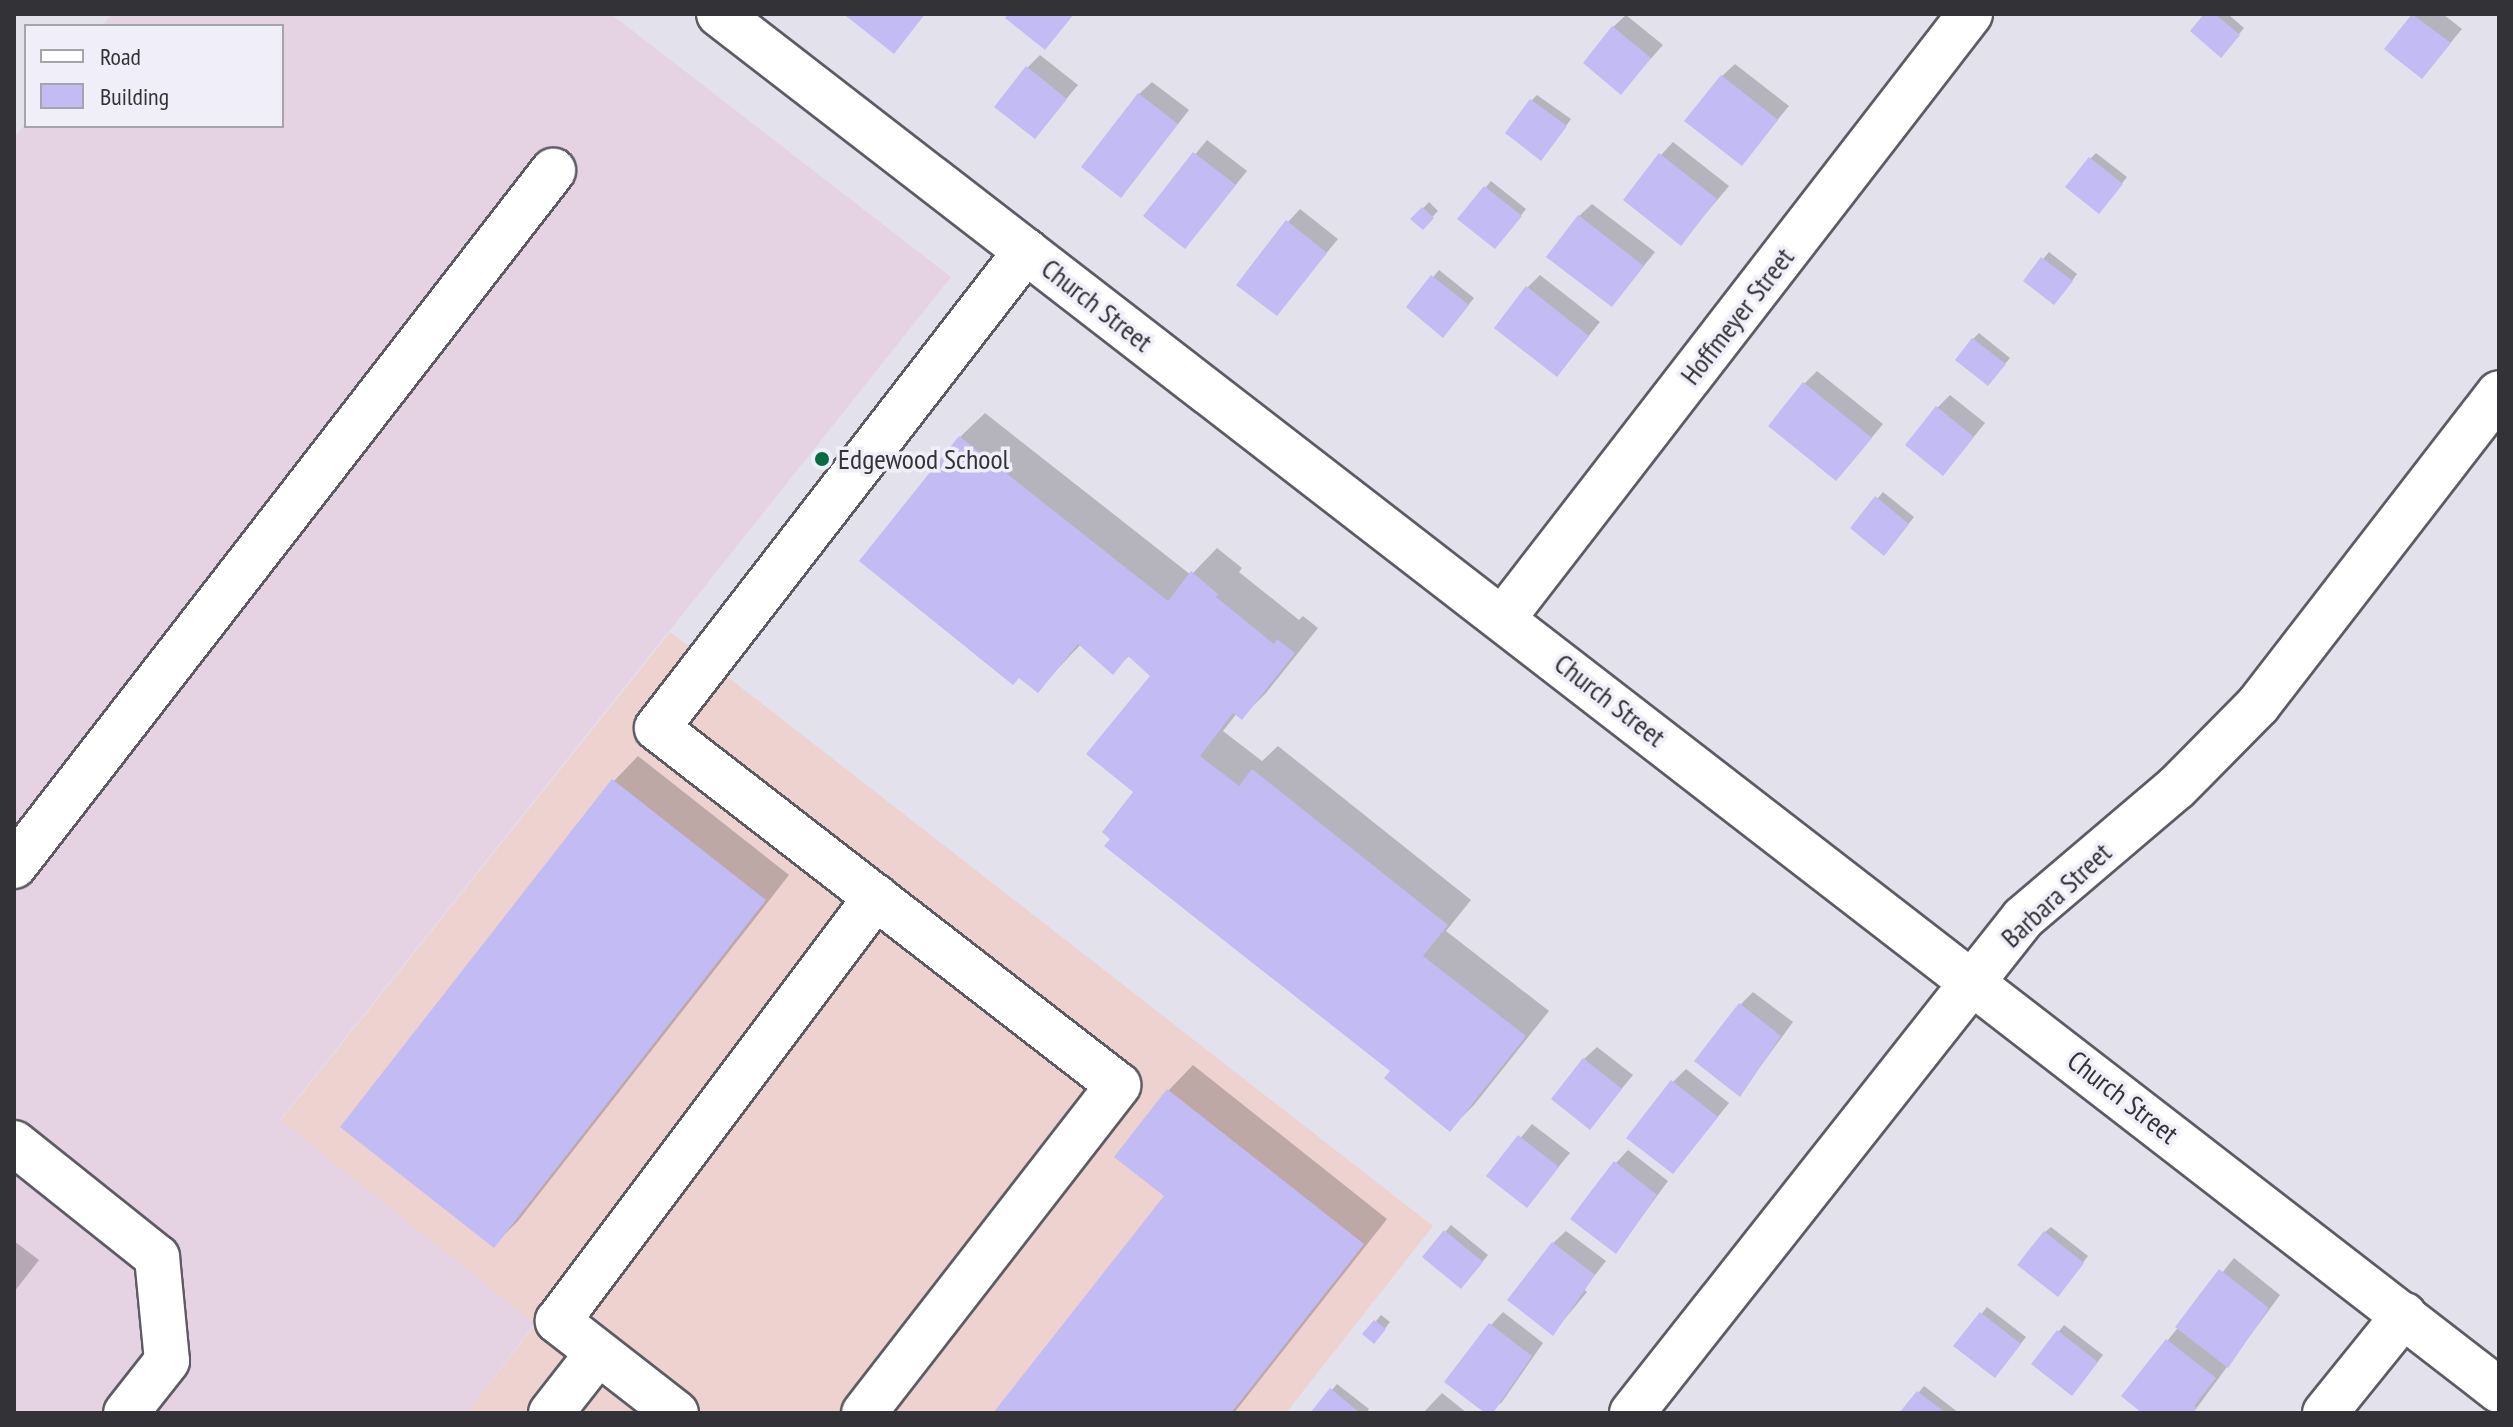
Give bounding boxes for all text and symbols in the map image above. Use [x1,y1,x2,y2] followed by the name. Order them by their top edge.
[24,24,284,128] legend
[100,41,141,72] text: Road
[100,81,169,112] text: Building
[1673,241,1801,391] street label: Hoffmeyer Street
[1035,251,1159,359] street label: Church Street
[838,442,1009,476] place label: Edgewood School
[813,450,831,468] marker: Edgewood School
[1548,646,1672,754] street label: Church Street
[1994,836,2118,954] street label: Barbara Street
[2061,1043,2185,1151] street label: Church Street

WHAT IS EXPECTED –
The pictures should not be reproduced; quote all of the other material exactly.

OUTPUT BELOW –
Give bounding boxes for all text and symbols in the map image above. Use [x1,y1,x2,y2] followed by the name. Order them by their top edge.
[24,24,284,128] legend
[100,41,141,72] text: Road
[100,81,169,112] text: Building
[1673,241,1801,391] street label: Hoffmeyer Street
[1035,251,1159,359] street label: Church Street
[838,442,1009,476] place label: Edgewood School
[813,450,831,468] marker: Edgewood School
[1548,646,1672,754] street label: Church Street
[1994,836,2118,954] street label: Barbara Street
[2061,1043,2185,1151] street label: Church Street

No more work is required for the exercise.